=== Begin Enclosure ===

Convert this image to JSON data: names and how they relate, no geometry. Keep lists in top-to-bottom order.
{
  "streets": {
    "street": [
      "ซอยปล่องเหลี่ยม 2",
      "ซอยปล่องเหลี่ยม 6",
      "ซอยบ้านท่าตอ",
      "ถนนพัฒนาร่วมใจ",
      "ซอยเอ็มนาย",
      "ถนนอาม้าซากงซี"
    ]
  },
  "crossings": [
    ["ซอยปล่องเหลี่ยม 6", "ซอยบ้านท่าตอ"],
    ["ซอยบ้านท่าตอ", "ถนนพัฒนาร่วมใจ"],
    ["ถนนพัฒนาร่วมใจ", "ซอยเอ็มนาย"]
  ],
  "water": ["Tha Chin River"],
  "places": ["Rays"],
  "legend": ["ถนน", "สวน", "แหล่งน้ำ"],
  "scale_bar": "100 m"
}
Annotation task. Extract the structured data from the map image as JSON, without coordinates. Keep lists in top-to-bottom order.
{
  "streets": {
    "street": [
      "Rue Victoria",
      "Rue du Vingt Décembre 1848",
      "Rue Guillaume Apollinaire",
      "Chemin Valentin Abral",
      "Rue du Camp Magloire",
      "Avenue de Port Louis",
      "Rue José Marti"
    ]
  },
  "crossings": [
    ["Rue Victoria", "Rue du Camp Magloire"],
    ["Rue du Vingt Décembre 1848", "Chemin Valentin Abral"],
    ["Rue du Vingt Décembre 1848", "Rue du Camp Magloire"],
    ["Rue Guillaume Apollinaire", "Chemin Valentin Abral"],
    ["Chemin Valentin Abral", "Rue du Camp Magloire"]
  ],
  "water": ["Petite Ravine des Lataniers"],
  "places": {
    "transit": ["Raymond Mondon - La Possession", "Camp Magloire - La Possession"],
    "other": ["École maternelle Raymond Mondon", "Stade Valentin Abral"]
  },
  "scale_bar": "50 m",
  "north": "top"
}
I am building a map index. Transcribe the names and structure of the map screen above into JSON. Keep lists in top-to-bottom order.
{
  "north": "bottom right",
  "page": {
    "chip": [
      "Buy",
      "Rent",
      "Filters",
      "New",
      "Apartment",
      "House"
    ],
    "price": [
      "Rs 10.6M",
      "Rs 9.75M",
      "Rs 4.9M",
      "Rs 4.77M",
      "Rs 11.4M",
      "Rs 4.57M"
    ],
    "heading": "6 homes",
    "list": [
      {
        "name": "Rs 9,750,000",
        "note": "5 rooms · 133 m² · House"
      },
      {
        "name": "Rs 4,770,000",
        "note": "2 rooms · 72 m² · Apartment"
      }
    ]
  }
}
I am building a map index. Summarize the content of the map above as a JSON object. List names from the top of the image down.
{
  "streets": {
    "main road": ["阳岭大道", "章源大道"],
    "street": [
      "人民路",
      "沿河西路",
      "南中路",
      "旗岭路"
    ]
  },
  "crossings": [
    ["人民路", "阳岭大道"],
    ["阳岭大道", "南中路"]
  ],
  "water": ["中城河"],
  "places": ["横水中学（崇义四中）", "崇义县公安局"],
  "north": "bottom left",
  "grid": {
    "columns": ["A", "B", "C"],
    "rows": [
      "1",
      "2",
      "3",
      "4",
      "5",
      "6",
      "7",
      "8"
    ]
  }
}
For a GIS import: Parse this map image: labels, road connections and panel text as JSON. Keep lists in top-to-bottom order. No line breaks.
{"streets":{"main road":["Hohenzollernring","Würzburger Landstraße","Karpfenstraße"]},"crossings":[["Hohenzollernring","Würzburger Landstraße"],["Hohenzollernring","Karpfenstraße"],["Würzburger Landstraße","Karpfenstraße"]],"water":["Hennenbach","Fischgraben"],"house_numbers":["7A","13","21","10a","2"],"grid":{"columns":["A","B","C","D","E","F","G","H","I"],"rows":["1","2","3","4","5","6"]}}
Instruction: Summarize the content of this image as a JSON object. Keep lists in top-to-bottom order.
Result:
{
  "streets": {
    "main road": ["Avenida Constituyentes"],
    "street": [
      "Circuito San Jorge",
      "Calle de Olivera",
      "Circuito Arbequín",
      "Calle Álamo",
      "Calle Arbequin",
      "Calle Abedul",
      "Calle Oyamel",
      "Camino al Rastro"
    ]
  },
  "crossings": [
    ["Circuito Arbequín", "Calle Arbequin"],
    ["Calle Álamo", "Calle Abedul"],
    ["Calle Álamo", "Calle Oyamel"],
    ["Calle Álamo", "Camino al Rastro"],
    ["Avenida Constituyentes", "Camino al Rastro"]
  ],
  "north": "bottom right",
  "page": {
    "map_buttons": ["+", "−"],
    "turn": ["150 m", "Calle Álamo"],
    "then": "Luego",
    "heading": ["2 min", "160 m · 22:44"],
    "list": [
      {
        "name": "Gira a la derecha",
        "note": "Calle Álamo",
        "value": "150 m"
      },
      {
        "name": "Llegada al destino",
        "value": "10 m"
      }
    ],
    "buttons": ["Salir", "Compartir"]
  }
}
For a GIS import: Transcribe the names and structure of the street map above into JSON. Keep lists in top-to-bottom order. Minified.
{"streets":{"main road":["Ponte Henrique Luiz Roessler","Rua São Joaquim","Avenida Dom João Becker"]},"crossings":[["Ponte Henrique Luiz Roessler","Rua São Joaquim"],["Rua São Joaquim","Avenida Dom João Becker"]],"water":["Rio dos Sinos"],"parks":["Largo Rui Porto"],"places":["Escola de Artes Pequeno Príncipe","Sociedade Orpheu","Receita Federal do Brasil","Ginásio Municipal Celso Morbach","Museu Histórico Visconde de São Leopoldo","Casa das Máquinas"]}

=== End Enclosure ===

What this task involves.
Copy all the records exactly so that no character differs from the source.

Reply to the exercise.
Convert this image to JSON data: names and how they relate, no geometry. Keep lists in top-to-bottom order.
{
  "streets": {
    "street": [
      "ซอยปล่องเหลี่ยม 2",
      "ซอยปล่องเหลี่ยม 6",
      "ซอยบ้านท่าตอ",
      "ถนนพัฒนาร่วมใจ",
      "ซอยเอ็มนาย",
      "ถนนอาม้าซากงซี"
    ]
  },
  "crossings": [
    ["ซอยปล่องเหลี่ยม 6", "ซอยบ้านท่าตอ"],
    ["ซอยบ้านท่าตอ", "ถนนพัฒนาร่วมใจ"],
    ["ถนนพัฒนาร่วมใจ", "ซอยเอ็มนาย"]
  ],
  "water": ["Tha Chin River"],
  "places": ["Rays"],
  "legend": ["ถนน", "สวน", "แหล่งน้ำ"],
  "scale_bar": "100 m"
}
Annotation task. Extract the structured data from the map image as JSON, without coordinates. Keep lists in top-to-bottom order.
{
  "streets": {
    "street": [
      "Rue Victoria",
      "Rue du Vingt Décembre 1848",
      "Rue Guillaume Apollinaire",
      "Chemin Valentin Abral",
      "Rue du Camp Magloire",
      "Avenue de Port Louis",
      "Rue José Marti"
    ]
  },
  "crossings": [
    ["Rue Victoria", "Rue du Camp Magloire"],
    ["Rue du Vingt Décembre 1848", "Chemin Valentin Abral"],
    ["Rue du Vingt Décembre 1848", "Rue du Camp Magloire"],
    ["Rue Guillaume Apollinaire", "Chemin Valentin Abral"],
    ["Chemin Valentin Abral", "Rue du Camp Magloire"]
  ],
  "water": ["Petite Ravine des Lataniers"],
  "places": {
    "transit": ["Raymond Mondon - La Possession", "Camp Magloire - La Possession"],
    "other": ["École maternelle Raymond Mondon", "Stade Valentin Abral"]
  },
  "scale_bar": "50 m",
  "north": "top"
}
I am building a map index. Transcribe the names and structure of the map screen above into JSON. Keep lists in top-to-bottom order.
{
  "north": "bottom right",
  "page": {
    "chip": [
      "Buy",
      "Rent",
      "Filters",
      "New",
      "Apartment",
      "House"
    ],
    "price": [
      "Rs 10.6M",
      "Rs 9.75M",
      "Rs 4.9M",
      "Rs 4.77M",
      "Rs 11.4M",
      "Rs 4.57M"
    ],
    "heading": "6 homes",
    "list": [
      {
        "name": "Rs 9,750,000",
        "note": "5 rooms · 133 m² · House"
      },
      {
        "name": "Rs 4,770,000",
        "note": "2 rooms · 72 m² · Apartment"
      }
    ]
  }
}
I am building a map index. Summarize the content of the map above as a JSON object. List names from the top of the image down.
{
  "streets": {
    "main road": ["阳岭大道", "章源大道"],
    "street": [
      "人民路",
      "沿河西路",
      "南中路",
      "旗岭路"
    ]
  },
  "crossings": [
    ["人民路", "阳岭大道"],
    ["阳岭大道", "南中路"]
  ],
  "water": ["中城河"],
  "places": ["横水中学（崇义四中）", "崇义县公安局"],
  "north": "bottom left",
  "grid": {
    "columns": ["A", "B", "C"],
    "rows": [
      "1",
      "2",
      "3",
      "4",
      "5",
      "6",
      "7",
      "8"
    ]
  }
}
For a GIS import: Parse this map image: labels, road connections and panel text as JSON. Keep lists in top-to-bottom order. No line breaks.
{"streets":{"main road":["Hohenzollernring","Würzburger Landstraße","Karpfenstraße"]},"crossings":[["Hohenzollernring","Würzburger Landstraße"],["Hohenzollernring","Karpfenstraße"],["Würzburger Landstraße","Karpfenstraße"]],"water":["Hennenbach","Fischgraben"],"house_numbers":["7A","13","21","10a","2"],"grid":{"columns":["A","B","C","D","E","F","G","H","I"],"rows":["1","2","3","4","5","6"]}}
Instruction: Summarize the content of this image as a JSON object. Keep lists in top-to-bottom order.
Result:
{
  "streets": {
    "main road": ["Avenida Constituyentes"],
    "street": [
      "Circuito San Jorge",
      "Calle de Olivera",
      "Circuito Arbequín",
      "Calle Álamo",
      "Calle Arbequin",
      "Calle Abedul",
      "Calle Oyamel",
      "Camino al Rastro"
    ]
  },
  "crossings": [
    ["Circuito Arbequín", "Calle Arbequin"],
    ["Calle Álamo", "Calle Abedul"],
    ["Calle Álamo", "Calle Oyamel"],
    ["Calle Álamo", "Camino al Rastro"],
    ["Avenida Constituyentes", "Camino al Rastro"]
  ],
  "north": "bottom right",
  "page": {
    "map_buttons": ["+", "−"],
    "turn": ["150 m", "Calle Álamo"],
    "then": "Luego",
    "heading": ["2 min", "160 m · 22:44"],
    "list": [
      {
        "name": "Gira a la derecha",
        "note": "Calle Álamo",
        "value": "150 m"
      },
      {
        "name": "Llegada al destino",
        "value": "10 m"
      }
    ],
    "buttons": ["Salir", "Compartir"]
  }
}
For a GIS import: Transcribe the names and structure of the street map above into JSON. Keep lists in top-to-bottom order. Minified.
{"streets":{"main road":["Ponte Henrique Luiz Roessler","Rua São Joaquim","Avenida Dom João Becker"]},"crossings":[["Ponte Henrique Luiz Roessler","Rua São Joaquim"],["Rua São Joaquim","Avenida Dom João Becker"]],"water":["Rio dos Sinos"],"parks":["Largo Rui Porto"],"places":["Escola de Artes Pequeno Príncipe","Sociedade Orpheu","Receita Federal do Brasil","Ginásio Municipal Celso Morbach","Museu Histórico Visconde de São Leopoldo","Casa das Máquinas"]}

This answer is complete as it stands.